Instructions to follow:
This exercise asks for an exact copy of every entry below, with pictures omitted.

Available data:
•••
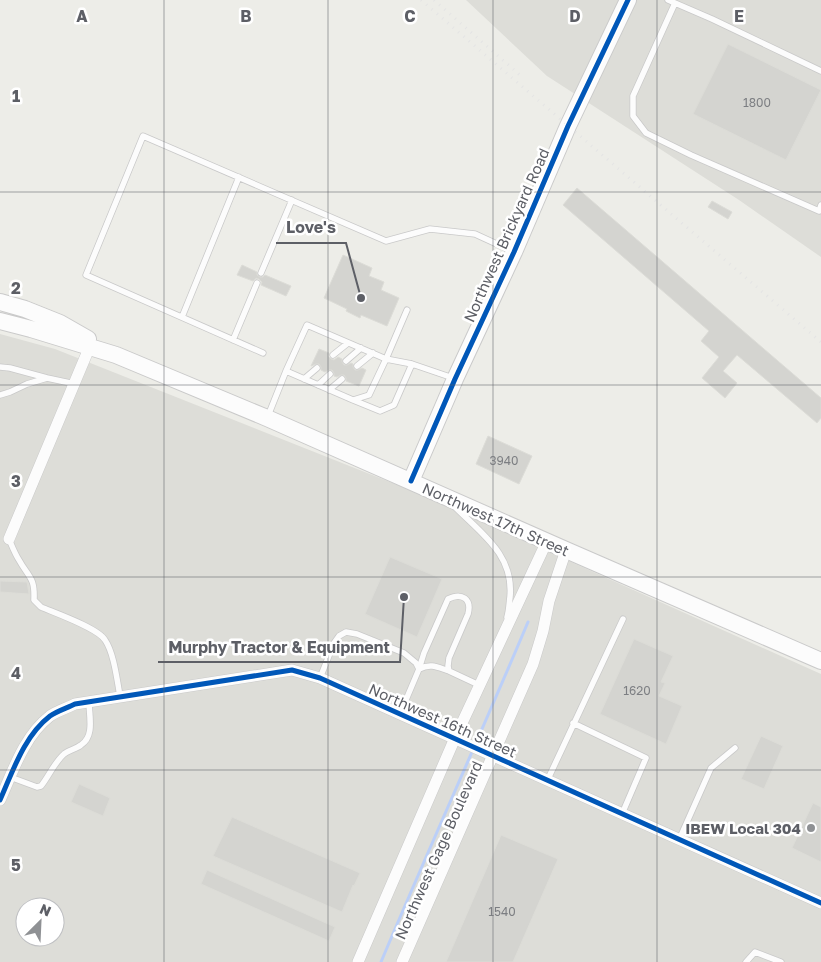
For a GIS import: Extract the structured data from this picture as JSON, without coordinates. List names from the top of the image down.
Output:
{
  "streets": {
    "main road": ["Northwest Brickyard Road", "Northwest 17th Street"],
    "street": ["Northwest 16th Street", "Northwest Gage Boulevard"]
  },
  "crossings": [
    ["Northwest Brickyard Road", "Northwest 17th Street"],
    ["Northwest 17th Street", "Northwest Gage Boulevard"],
    ["Northwest 16th Street", "Northwest Gage Boulevard"]
  ],
  "places": ["Love's", "Murphy Tractor & Equipment", "IBEW Local 304"],
  "house_numbers": [
    "1800",
    "3940",
    "1620",
    "1540"
  ],
  "north": "top right",
  "grid": {
    "columns": [
      "A",
      "B",
      "C",
      "D",
      "E"
    ],
    "rows": [
      "1",
      "2",
      "3",
      "4",
      "5"
    ]
  }
}
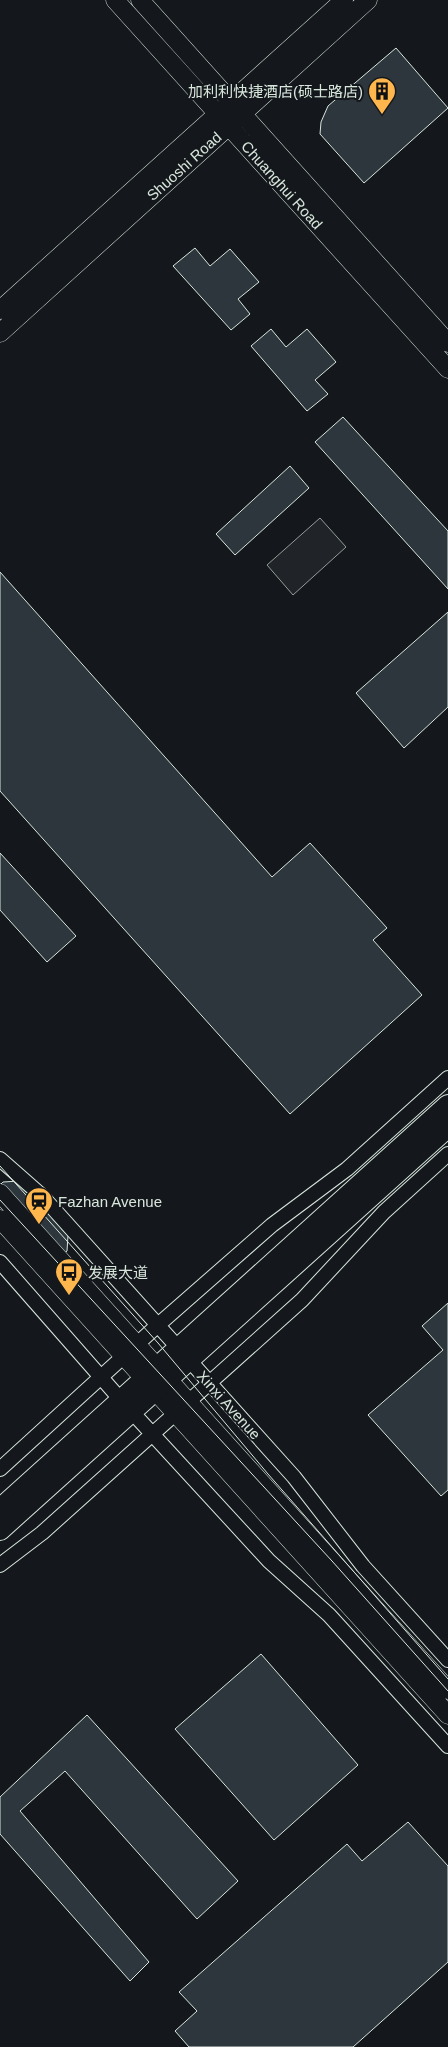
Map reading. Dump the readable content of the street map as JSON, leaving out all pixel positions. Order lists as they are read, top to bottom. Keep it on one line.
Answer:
•••
Answer section:
For a GIS import: Extract the structured data from this picture as JSON, without coordinates. List names from the top of the image down.
Output:
{
  "streets": {
    "main road": ["Northwest Brickyard Road", "Northwest 17th Street"],
    "street": ["Northwest 16th Street", "Northwest Gage Boulevard"]
  },
  "crossings": [
    ["Northwest Brickyard Road", "Northwest 17th Street"],
    ["Northwest 17th Street", "Northwest Gage Boulevard"],
    ["Northwest 16th Street", "Northwest Gage Boulevard"]
  ],
  "places": ["Love's", "Murphy Tractor & Equipment", "IBEW Local 304"],
  "house_numbers": [
    "1800",
    "3940",
    "1620",
    "1540"
  ],
  "north": "top right",
  "grid": {
    "columns": [
      "A",
      "B",
      "C",
      "D",
      "E"
    ],
    "rows": [
      "1",
      "2",
      "3",
      "4",
      "5"
    ]
  }
}
Map reading. Dump the readable content of the street map as JSON, leaving out all pixel positions. Order lists as they are read, top to bottom. Keep it on one line.
Answer:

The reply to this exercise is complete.